4. Token discipline: preventing AI infrastructure waste
Many organizations initially assume AI costs are primarily determined by model selection. In practice, architectural decisions often have a far greater impact. Small inefficiencies repeated millions of times can create substantial waste.
The result is:
- Higher latency
- Lower throughput
- Increased GPU expenditure
- Reduced platform stability
This is where Tokenomics becomes operational rather than theoretical.
Common production anti-patterns
Raw API and JSON injection
Teams frequently inject entire API responses directly into prompts.
- A raw JSON payload can easily consume between 4,000 and 8,000 tokens
- A summarized or selectively extracted version of the same information may require only 800 to 1,500 tokens
Optimization through summarization or selective extraction can reduce token volume by 60 to 80 percent.
Full conversation replay
Many chat systems resend the entire conversation with every request.
- A short chat session typically consumes between 2,000 and 4,000 tokens
- A long multi-turn conversation can grow to 12,000 to 18,000 tokens or more
Better alternatives include:
- Rolling summaries
- Memory compression
- Context pruning
Overloaded system prompts
Prompts often accumulate duplicate instructions over time. Reducing:
- 1,600 token prompts
- To 900 token prompts
Can save hundreds of millions of tokens each month in large deployments.
Unbounded output length
Organizations frequently allow responses to generate thousands of unnecessary tokens.

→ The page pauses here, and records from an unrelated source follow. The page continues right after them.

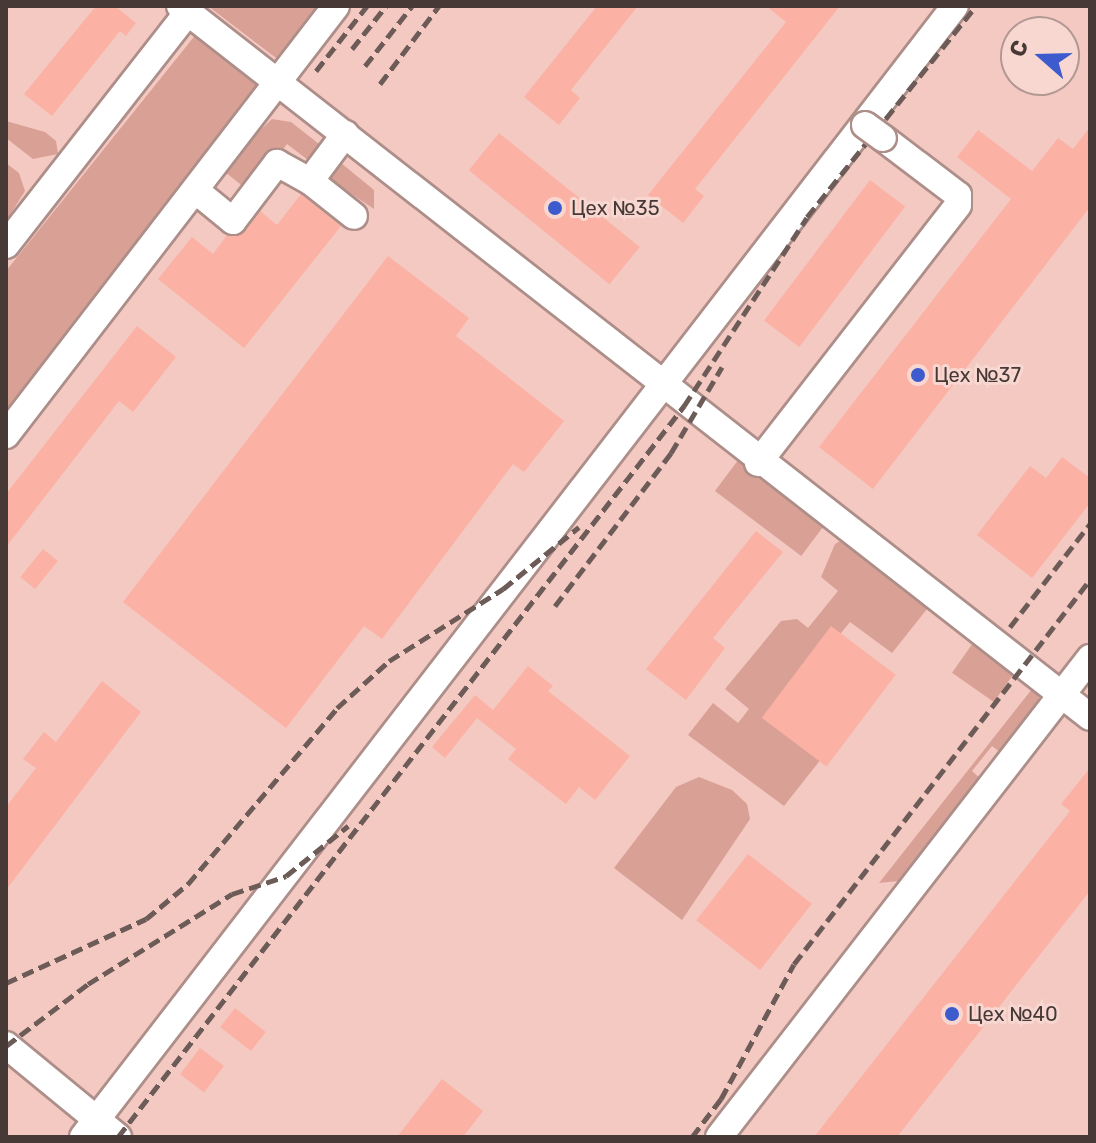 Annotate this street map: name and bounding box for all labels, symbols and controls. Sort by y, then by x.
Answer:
north arrow [1000,16,1080,96]
text: С [1004,36,1034,60]
place label: Цех №35 [571,196,660,220]
marker: Цех №35 [546,199,564,217]
place label: Цех №37 [934,363,1021,387]
marker: Цех №37 [909,366,927,384]
place label: Цех №40 [968,1002,1058,1026]
marker: Цех №40 [943,1005,961,1023] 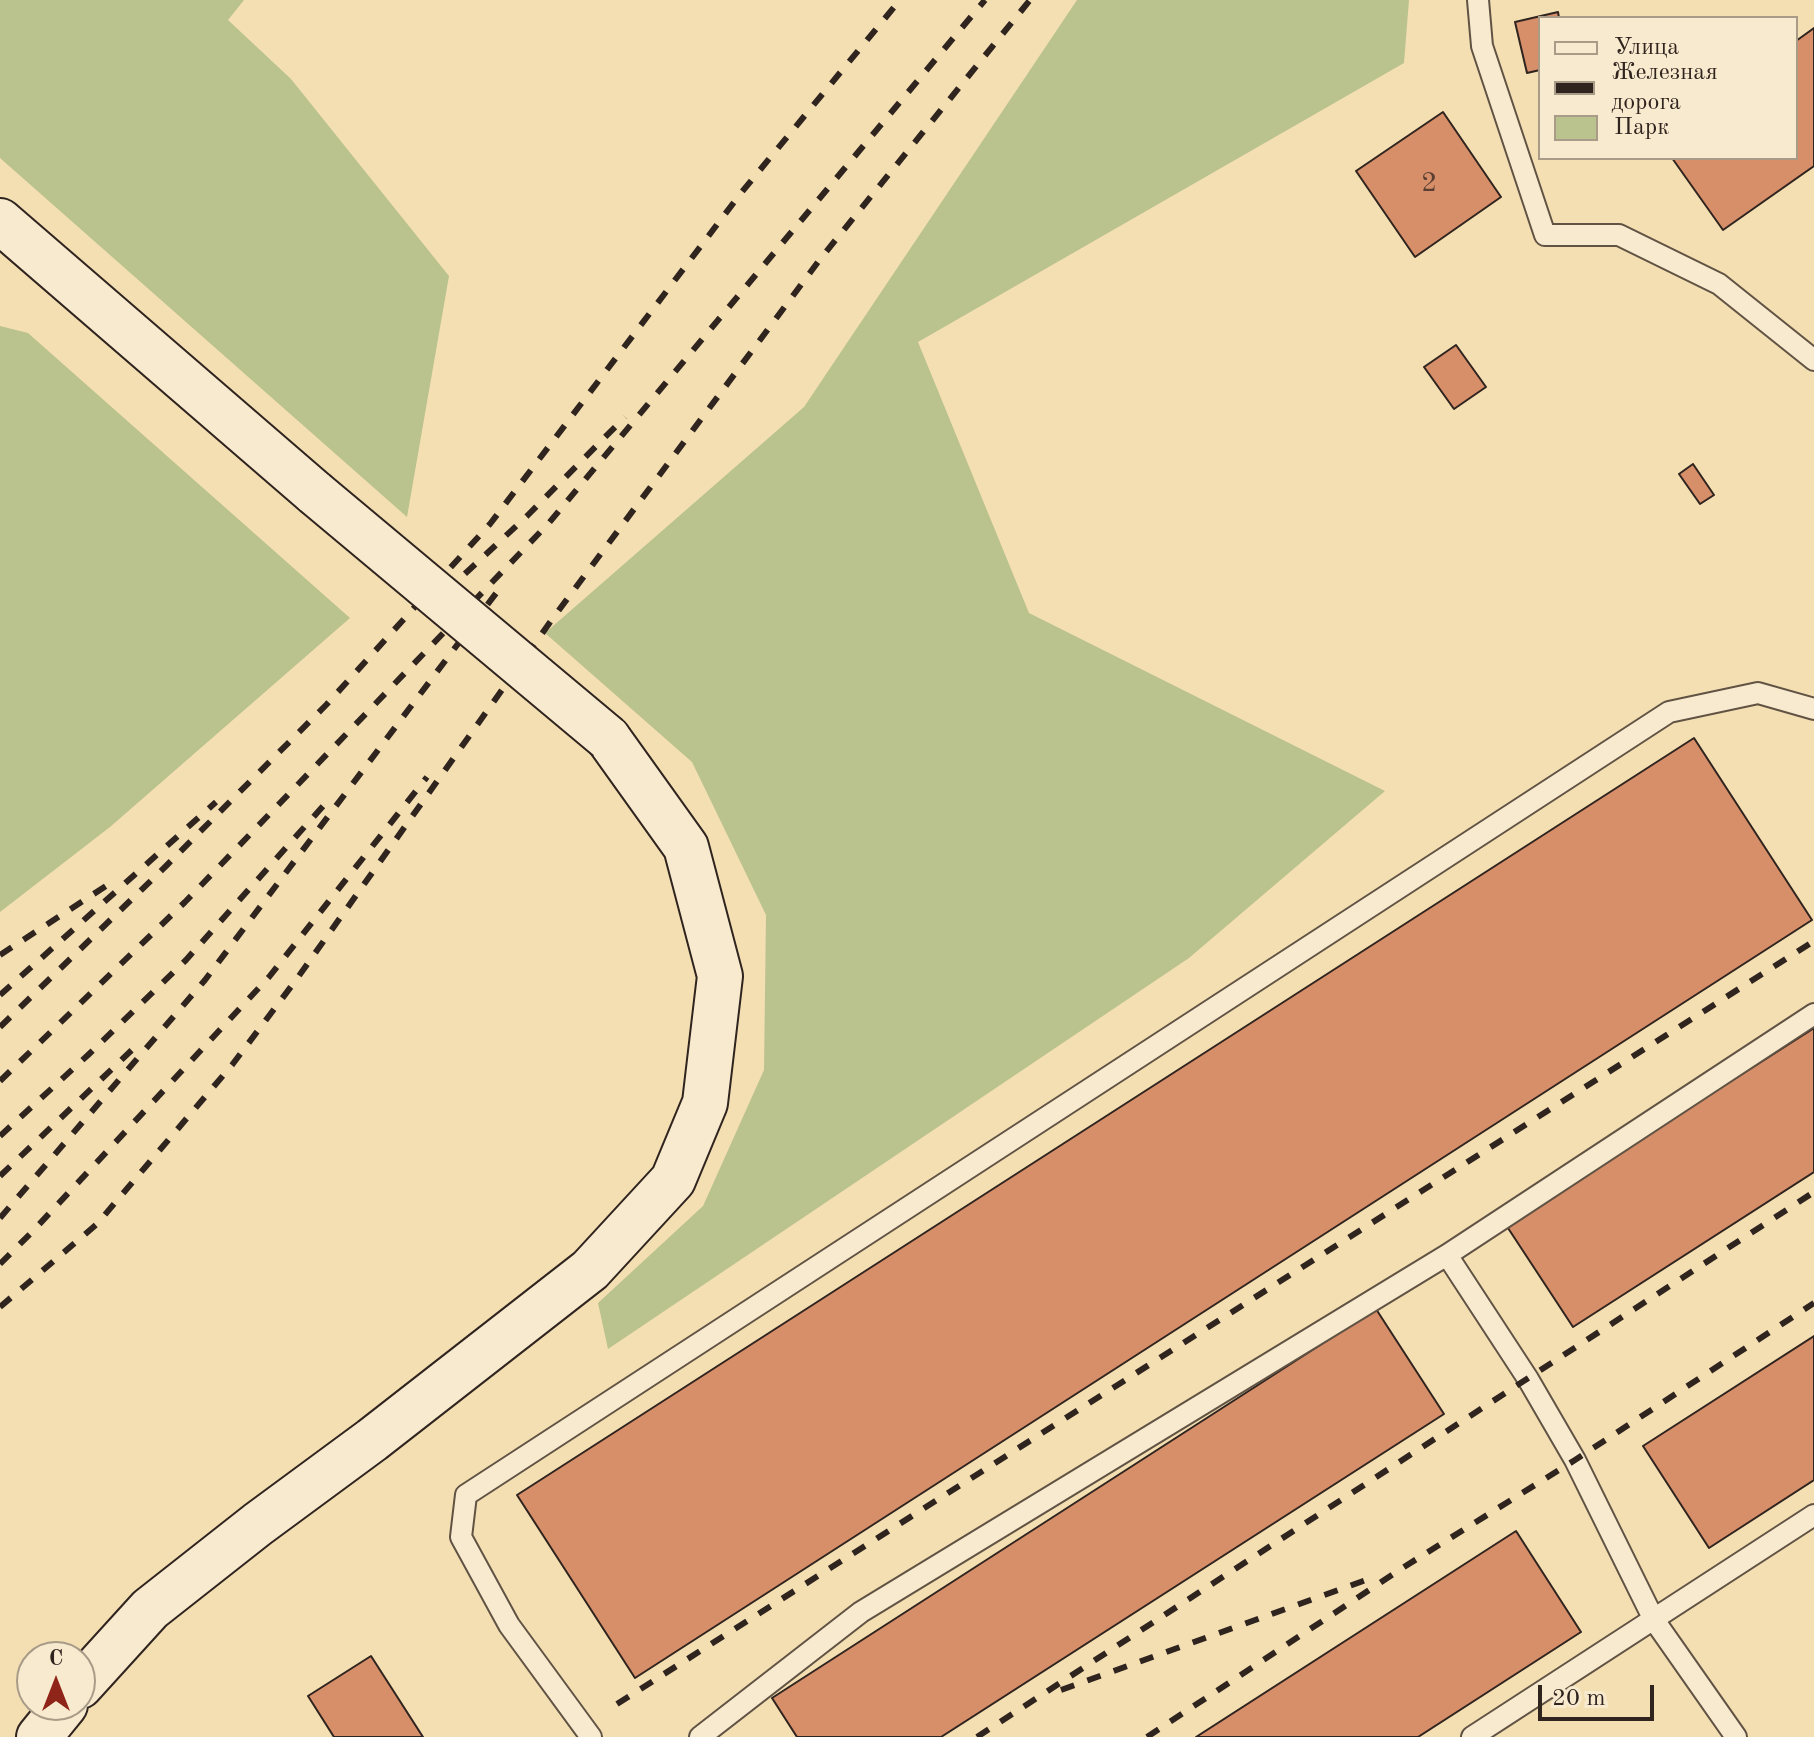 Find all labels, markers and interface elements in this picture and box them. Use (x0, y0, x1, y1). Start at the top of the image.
legend (1538, 16, 1798, 160)
text: Улица (1614, 36, 1679, 60)
text: Железная дорога (1611, 61, 1718, 115)
text: Парк (1614, 116, 1669, 140)
house number: 2 (1421, 167, 1437, 201)
north arrow (16, 1641, 96, 1721)
text: С (49, 1648, 63, 1670)
scale bar (1542, 1669, 1658, 1719)
text: 20 m (1552, 1687, 1606, 1711)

A 2,000 token answer may provide little additional value compared to a concise 500 token response.
The result is increased cost and increased latency.
Engineering strategies for token efficiency
- Prompt Compression helps reduce recurring token overhead by eliminating redundant instructions and simplifying system prompts
- Retrieval Summarization reduces the size of retrieved context, ensuring that only the most relevant information is included in the prompt
- Structured Data Minification removes unnecessary formatting, verbose field names, and redundant JSON structures, lowering token consumption
- Image Downscaling reduces the token equivalent footprint of multimodal inputs while maintaining sufficient quality for the task at hand
- Output Token Limits help control generation costs and prevent unnecessarily long responses that add little incremental value
- Token Percentile Monitoring provides visibility into P50, P95, and P99 token consumption patterns, enabling teams to identify inefficiencies before they become infrastructure bottlenecks
These optimizations may appear small individually. Combined across billions of tokens, they create meaningful infrastructure savings.
Token visibility equals infrastructure visibility
Mature AI platforms monitor token behavior with the same rigor that cloud teams monitor CPU, memory, and storage.
Common metrics include:
- P50 token usage
- P95 token usage
- P99 token usage
- Input versus output ratios
- Context growth trends
- Prompt inflation over time
Why?
Because token growth directly influences:
- Cost
- GPU utilization
- Throughput
- Autoscaling effectiveness
- User latency
Without token visibility, organizations are effectively operating blind.
Conclusion: why Tokenomics is becoming a foundational discipline
The cloud era introduced a new realization: infrastructure costs were no longer fixed, meaning every engineering decision had a financial consequence. That realization led to the rise of FinOps.
The AI era is creating a similar shift. Every prompt, every retrieved document, every image, every context window, and every generated response carries a measurable token cost.
Organizations that focus solely on request volume will miss the true drivers of AI economics.
The future belongs to teams that understand how tokens flow through their systems, how they influence performance, and how they impact cost at scale. Tokenomics is not simply about reducing expenses, it is about understanding the fundamental unit that powers modern AI. These systems do not scale on request volume alone, they scale on token discipline.